• [EXERCISE BRIEF]
The response should contain only those lines of the entries below that include the string "lineWidth".

======== LISTED ENTRIES ========

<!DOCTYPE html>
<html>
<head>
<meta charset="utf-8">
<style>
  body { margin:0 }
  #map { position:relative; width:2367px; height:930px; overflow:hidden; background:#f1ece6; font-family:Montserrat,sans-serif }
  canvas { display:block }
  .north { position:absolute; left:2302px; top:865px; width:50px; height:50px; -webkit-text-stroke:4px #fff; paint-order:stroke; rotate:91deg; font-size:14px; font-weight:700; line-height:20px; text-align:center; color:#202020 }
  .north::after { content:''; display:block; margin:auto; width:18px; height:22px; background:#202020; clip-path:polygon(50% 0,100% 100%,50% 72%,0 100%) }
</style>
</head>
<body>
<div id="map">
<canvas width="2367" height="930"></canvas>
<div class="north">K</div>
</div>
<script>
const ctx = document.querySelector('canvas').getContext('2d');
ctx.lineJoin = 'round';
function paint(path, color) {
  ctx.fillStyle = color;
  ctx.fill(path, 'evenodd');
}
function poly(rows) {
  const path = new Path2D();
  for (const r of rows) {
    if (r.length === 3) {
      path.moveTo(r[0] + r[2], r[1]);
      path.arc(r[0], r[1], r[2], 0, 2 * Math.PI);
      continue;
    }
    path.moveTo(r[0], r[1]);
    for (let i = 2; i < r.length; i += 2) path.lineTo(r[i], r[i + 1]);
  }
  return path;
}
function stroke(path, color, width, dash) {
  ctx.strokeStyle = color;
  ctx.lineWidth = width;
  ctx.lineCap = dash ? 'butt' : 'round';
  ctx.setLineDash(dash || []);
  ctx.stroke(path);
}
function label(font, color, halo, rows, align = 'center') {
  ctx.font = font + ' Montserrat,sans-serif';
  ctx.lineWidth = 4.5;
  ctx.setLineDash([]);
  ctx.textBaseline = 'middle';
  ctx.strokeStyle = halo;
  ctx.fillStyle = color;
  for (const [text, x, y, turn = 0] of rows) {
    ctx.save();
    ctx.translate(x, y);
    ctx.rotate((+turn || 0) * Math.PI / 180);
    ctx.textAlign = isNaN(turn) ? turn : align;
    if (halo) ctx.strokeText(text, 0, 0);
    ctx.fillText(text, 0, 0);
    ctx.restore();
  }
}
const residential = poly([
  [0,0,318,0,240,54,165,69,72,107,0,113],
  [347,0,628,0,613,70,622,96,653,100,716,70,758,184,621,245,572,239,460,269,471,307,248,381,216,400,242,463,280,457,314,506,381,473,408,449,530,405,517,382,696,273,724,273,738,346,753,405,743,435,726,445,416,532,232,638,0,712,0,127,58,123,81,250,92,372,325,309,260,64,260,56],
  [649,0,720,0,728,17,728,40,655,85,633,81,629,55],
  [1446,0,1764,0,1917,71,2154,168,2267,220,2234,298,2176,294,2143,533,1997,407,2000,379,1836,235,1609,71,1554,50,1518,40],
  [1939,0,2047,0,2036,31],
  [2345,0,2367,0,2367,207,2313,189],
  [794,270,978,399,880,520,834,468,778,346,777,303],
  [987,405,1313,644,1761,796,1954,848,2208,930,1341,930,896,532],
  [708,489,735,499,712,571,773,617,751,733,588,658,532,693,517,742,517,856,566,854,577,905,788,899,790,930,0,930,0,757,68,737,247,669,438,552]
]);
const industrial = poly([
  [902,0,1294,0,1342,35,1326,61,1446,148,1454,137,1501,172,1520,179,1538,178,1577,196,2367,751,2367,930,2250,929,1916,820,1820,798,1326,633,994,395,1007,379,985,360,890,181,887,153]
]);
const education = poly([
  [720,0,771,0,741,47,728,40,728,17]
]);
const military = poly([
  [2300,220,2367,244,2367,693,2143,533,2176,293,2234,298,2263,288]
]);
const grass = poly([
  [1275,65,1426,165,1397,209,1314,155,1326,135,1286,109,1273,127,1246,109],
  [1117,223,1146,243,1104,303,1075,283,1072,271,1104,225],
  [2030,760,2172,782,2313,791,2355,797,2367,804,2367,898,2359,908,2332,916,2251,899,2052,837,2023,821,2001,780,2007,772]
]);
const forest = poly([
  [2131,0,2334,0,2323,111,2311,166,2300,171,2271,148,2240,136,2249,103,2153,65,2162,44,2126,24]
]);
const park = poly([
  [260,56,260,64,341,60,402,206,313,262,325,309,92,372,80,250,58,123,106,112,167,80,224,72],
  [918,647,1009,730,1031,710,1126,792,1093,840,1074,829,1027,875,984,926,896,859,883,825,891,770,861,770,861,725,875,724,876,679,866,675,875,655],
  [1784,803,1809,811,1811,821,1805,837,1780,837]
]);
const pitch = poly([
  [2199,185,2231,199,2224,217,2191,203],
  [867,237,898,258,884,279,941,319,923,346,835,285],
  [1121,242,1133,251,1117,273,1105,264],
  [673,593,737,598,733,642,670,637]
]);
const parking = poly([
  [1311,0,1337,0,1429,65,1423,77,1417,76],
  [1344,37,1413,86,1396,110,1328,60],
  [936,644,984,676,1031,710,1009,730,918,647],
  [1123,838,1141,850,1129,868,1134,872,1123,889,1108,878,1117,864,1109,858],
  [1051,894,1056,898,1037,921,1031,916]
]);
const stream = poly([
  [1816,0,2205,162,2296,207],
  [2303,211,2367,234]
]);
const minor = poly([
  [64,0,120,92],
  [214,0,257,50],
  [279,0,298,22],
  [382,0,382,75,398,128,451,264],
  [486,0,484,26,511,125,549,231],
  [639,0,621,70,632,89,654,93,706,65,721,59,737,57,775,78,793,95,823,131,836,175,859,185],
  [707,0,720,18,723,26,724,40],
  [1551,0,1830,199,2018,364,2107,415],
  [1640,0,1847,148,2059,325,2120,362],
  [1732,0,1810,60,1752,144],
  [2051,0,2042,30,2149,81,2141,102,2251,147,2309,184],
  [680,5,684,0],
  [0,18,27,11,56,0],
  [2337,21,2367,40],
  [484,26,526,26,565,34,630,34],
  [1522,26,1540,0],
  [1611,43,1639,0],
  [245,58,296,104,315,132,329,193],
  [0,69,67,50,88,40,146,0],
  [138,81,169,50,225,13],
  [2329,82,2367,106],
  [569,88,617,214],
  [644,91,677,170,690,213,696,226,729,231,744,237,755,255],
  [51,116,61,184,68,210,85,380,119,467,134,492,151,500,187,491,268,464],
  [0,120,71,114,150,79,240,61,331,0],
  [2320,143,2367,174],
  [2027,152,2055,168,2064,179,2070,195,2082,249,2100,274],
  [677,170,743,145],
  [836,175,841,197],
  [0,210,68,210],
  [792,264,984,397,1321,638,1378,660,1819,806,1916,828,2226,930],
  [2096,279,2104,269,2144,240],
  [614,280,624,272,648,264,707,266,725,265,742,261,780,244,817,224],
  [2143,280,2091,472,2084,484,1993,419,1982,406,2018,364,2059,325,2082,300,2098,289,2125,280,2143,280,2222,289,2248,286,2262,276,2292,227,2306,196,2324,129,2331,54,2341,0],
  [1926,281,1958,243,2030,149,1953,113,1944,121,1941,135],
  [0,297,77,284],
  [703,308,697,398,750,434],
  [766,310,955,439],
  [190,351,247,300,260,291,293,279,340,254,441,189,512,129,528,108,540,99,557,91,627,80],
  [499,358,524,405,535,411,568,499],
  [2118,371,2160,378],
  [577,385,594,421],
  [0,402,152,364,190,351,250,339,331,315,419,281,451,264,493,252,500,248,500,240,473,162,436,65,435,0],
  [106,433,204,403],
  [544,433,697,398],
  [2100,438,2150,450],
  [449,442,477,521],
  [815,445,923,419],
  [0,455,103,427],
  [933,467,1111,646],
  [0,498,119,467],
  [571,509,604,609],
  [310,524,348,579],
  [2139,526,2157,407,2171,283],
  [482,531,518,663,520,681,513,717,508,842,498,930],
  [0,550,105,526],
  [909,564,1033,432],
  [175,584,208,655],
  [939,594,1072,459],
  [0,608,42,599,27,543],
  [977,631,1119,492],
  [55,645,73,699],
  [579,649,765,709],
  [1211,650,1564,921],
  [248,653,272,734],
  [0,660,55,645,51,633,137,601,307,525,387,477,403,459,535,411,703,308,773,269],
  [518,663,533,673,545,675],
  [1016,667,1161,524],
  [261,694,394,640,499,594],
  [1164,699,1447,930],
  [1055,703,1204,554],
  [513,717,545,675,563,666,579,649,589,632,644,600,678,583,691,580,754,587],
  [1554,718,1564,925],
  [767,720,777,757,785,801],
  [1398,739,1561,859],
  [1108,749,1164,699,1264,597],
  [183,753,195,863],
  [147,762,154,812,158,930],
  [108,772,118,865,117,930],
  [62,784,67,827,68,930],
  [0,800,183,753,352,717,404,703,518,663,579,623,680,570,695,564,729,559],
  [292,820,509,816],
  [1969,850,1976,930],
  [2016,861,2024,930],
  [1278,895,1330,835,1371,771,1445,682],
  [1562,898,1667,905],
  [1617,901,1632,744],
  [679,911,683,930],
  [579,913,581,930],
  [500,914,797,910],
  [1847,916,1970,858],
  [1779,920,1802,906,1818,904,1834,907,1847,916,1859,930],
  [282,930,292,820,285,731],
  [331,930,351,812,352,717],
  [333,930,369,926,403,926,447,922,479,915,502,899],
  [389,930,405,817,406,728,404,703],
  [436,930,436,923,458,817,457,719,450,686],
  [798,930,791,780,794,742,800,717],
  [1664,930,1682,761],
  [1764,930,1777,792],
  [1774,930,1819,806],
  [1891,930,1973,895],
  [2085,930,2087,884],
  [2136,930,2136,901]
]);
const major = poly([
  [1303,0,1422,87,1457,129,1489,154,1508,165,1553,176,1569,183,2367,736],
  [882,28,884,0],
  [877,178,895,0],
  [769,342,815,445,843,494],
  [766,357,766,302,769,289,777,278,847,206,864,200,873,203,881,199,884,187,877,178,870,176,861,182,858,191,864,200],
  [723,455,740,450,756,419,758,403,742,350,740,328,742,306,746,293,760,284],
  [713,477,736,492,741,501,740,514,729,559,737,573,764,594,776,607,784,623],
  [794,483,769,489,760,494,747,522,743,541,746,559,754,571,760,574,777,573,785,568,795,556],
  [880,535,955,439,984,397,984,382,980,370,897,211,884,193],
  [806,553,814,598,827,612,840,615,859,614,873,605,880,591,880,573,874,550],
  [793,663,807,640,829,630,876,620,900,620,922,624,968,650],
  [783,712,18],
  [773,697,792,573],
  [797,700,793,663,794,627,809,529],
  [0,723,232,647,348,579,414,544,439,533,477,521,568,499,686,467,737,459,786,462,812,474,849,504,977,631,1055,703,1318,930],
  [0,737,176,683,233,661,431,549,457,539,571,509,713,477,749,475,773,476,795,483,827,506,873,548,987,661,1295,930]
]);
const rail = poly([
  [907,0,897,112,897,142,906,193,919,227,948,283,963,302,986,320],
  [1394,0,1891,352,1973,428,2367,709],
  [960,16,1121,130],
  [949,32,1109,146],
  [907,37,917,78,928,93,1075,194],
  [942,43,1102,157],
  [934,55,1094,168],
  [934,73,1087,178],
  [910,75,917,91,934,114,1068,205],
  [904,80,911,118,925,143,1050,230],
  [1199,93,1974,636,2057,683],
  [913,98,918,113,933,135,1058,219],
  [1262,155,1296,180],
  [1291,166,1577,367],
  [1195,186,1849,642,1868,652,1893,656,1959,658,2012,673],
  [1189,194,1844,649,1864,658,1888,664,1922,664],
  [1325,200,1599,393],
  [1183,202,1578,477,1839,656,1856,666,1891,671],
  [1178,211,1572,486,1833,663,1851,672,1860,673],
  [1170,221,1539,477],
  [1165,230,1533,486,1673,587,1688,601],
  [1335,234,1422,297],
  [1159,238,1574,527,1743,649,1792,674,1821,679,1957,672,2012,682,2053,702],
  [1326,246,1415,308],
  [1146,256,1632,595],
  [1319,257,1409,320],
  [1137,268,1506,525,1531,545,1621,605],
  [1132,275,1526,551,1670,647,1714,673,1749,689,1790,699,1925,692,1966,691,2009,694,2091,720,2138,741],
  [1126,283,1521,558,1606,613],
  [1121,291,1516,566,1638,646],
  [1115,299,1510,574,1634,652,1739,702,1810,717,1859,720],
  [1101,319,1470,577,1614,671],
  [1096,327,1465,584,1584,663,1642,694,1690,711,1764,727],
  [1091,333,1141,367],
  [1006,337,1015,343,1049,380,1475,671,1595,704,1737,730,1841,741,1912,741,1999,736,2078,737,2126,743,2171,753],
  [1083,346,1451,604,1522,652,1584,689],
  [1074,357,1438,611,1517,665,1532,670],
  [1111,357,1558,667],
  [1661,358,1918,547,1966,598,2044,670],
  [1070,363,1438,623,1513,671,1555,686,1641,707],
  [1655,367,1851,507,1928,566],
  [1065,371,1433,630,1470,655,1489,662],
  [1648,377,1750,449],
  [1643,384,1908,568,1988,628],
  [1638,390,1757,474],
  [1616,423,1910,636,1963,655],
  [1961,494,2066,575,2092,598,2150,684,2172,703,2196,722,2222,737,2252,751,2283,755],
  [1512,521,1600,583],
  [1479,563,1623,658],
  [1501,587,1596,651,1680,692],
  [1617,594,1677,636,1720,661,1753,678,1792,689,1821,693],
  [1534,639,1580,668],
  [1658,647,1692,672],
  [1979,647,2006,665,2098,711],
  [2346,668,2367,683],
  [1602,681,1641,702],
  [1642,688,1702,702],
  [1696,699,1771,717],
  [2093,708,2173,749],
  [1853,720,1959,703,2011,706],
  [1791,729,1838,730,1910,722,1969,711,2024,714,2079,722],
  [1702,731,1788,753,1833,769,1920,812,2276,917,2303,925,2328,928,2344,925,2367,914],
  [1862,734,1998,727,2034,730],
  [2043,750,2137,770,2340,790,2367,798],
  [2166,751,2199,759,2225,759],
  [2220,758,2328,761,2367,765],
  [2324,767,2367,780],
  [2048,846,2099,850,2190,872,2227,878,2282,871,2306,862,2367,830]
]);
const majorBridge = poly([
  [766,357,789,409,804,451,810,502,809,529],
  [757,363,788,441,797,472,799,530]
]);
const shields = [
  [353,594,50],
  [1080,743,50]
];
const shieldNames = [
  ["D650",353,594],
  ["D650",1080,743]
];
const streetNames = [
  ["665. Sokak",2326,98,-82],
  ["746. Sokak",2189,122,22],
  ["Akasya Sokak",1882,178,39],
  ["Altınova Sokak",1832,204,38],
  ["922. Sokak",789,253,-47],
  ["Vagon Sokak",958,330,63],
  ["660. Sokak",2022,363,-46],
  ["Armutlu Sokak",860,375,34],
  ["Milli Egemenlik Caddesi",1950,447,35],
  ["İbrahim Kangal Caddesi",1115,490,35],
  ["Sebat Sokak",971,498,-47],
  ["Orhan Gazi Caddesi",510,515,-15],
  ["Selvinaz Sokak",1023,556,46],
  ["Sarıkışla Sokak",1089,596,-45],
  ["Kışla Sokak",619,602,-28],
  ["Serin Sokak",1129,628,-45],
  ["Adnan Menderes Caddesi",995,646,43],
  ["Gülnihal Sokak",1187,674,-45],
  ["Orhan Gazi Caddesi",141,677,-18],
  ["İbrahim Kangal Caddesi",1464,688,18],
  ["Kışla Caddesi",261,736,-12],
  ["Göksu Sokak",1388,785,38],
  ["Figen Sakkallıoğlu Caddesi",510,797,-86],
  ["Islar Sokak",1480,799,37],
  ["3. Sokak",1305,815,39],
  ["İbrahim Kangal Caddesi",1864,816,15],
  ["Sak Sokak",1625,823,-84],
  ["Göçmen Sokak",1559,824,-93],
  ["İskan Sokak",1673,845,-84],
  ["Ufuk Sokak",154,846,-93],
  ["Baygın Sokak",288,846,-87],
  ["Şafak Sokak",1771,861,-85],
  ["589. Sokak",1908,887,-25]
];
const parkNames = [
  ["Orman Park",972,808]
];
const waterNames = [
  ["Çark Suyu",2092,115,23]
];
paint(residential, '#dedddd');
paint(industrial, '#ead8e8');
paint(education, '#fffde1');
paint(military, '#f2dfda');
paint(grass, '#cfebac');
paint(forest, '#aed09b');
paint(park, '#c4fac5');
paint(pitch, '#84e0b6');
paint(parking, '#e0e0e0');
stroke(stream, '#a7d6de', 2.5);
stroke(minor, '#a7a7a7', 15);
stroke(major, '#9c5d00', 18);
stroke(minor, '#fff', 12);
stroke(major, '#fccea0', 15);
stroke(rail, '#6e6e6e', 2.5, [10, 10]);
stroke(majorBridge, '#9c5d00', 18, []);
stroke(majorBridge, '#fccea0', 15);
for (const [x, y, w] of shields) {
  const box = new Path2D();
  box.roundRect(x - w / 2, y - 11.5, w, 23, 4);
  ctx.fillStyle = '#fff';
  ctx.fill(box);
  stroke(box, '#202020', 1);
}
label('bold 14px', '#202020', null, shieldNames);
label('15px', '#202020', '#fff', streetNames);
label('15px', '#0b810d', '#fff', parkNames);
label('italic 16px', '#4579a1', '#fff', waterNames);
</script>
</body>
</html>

========
======== LISTED ENTRIES ========

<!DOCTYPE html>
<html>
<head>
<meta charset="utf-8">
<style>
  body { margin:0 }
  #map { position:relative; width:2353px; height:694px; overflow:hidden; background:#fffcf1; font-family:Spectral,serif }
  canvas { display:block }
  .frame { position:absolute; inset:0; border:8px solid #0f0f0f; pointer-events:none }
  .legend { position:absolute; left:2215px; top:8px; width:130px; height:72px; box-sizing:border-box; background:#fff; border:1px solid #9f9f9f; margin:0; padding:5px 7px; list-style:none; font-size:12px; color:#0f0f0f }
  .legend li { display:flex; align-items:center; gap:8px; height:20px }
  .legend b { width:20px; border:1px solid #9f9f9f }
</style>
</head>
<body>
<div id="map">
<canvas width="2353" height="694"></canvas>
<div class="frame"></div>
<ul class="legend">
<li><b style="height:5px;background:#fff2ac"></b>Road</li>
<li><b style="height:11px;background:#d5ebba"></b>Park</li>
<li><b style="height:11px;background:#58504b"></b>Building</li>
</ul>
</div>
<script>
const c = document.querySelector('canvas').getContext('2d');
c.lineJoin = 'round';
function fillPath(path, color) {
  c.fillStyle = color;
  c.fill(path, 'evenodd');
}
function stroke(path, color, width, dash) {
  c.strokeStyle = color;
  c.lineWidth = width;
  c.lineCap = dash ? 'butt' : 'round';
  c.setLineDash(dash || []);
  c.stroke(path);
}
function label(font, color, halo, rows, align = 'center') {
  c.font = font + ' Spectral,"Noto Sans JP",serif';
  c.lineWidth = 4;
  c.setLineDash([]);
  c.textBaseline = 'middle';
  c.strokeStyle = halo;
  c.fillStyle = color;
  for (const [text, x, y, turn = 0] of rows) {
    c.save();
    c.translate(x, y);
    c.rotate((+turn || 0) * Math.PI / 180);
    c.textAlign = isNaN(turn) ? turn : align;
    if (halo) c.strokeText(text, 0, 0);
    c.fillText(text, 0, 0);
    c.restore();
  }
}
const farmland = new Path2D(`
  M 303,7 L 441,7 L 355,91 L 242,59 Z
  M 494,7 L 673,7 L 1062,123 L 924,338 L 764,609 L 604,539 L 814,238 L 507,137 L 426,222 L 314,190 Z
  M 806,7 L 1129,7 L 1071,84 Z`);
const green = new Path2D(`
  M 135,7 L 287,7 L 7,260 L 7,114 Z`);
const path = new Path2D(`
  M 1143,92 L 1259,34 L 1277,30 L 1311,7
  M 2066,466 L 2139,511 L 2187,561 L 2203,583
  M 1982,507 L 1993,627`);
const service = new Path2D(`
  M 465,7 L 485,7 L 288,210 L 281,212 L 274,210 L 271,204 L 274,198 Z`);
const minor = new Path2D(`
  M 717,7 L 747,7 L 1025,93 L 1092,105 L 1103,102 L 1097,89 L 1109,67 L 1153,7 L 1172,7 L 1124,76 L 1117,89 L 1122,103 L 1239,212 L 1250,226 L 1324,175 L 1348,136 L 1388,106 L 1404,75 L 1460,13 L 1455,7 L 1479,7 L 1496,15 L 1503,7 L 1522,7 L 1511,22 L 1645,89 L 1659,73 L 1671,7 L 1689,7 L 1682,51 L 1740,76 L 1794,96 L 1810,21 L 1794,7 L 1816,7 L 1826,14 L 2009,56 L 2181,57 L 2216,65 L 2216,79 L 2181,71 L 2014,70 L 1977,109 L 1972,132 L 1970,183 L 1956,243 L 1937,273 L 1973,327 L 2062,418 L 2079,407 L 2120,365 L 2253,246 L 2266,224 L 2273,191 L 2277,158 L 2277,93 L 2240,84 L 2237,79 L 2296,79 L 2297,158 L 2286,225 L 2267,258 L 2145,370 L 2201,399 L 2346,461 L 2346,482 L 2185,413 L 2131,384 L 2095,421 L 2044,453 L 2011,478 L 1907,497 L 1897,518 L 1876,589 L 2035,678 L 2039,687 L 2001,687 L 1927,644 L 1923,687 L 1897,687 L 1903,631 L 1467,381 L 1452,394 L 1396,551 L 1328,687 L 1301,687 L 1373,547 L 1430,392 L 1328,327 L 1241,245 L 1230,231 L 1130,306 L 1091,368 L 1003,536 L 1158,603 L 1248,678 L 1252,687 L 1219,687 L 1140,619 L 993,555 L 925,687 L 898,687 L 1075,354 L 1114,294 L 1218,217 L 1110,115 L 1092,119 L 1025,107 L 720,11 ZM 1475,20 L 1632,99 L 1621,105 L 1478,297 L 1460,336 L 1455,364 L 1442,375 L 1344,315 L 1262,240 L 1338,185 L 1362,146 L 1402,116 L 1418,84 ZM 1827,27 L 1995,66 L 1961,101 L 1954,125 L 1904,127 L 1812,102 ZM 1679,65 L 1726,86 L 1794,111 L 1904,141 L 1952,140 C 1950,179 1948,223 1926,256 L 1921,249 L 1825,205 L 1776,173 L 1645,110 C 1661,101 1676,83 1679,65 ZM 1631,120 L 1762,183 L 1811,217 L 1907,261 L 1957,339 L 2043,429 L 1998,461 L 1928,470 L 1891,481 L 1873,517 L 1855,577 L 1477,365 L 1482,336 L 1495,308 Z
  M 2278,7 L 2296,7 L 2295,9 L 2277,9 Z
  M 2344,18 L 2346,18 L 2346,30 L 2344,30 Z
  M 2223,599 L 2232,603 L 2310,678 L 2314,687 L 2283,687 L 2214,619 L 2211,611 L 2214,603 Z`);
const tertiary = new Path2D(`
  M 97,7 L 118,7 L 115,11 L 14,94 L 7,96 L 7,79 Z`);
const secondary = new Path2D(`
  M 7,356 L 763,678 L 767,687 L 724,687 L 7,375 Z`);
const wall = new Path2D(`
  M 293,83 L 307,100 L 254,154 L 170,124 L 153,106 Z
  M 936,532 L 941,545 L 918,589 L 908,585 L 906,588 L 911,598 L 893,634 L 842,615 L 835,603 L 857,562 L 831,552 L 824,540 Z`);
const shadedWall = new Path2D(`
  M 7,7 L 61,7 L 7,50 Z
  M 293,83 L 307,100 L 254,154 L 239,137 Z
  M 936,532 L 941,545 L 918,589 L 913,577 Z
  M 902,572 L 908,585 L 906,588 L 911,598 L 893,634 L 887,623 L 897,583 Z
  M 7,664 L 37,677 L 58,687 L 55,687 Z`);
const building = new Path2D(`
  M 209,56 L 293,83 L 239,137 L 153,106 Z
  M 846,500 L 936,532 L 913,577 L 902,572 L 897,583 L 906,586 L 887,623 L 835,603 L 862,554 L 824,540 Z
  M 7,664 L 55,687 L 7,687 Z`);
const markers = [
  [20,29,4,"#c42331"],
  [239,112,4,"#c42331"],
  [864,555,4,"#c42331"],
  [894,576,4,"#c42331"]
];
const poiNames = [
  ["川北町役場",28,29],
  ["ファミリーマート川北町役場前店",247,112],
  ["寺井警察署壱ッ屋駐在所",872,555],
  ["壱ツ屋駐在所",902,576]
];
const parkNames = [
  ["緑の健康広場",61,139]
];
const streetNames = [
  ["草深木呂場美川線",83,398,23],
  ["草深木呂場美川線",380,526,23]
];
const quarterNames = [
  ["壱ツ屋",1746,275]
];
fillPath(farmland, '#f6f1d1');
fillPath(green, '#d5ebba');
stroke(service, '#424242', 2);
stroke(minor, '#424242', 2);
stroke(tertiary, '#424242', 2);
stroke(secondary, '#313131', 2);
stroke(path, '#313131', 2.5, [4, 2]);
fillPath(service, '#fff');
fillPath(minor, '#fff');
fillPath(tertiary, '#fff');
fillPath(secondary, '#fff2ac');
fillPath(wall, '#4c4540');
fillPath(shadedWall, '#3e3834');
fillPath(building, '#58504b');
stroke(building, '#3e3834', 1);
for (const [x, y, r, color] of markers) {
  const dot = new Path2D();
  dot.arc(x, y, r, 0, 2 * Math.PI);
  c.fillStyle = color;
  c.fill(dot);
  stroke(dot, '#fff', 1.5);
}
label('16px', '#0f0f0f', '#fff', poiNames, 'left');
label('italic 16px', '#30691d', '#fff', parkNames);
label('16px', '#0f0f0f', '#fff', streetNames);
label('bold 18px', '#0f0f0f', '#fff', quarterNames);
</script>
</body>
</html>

========

• [RESULT]
  ctx.lineWidth = width;
  ctx.lineWidth = 4.5;
  c.lineWidth = width;
  c.lineWidth = 4;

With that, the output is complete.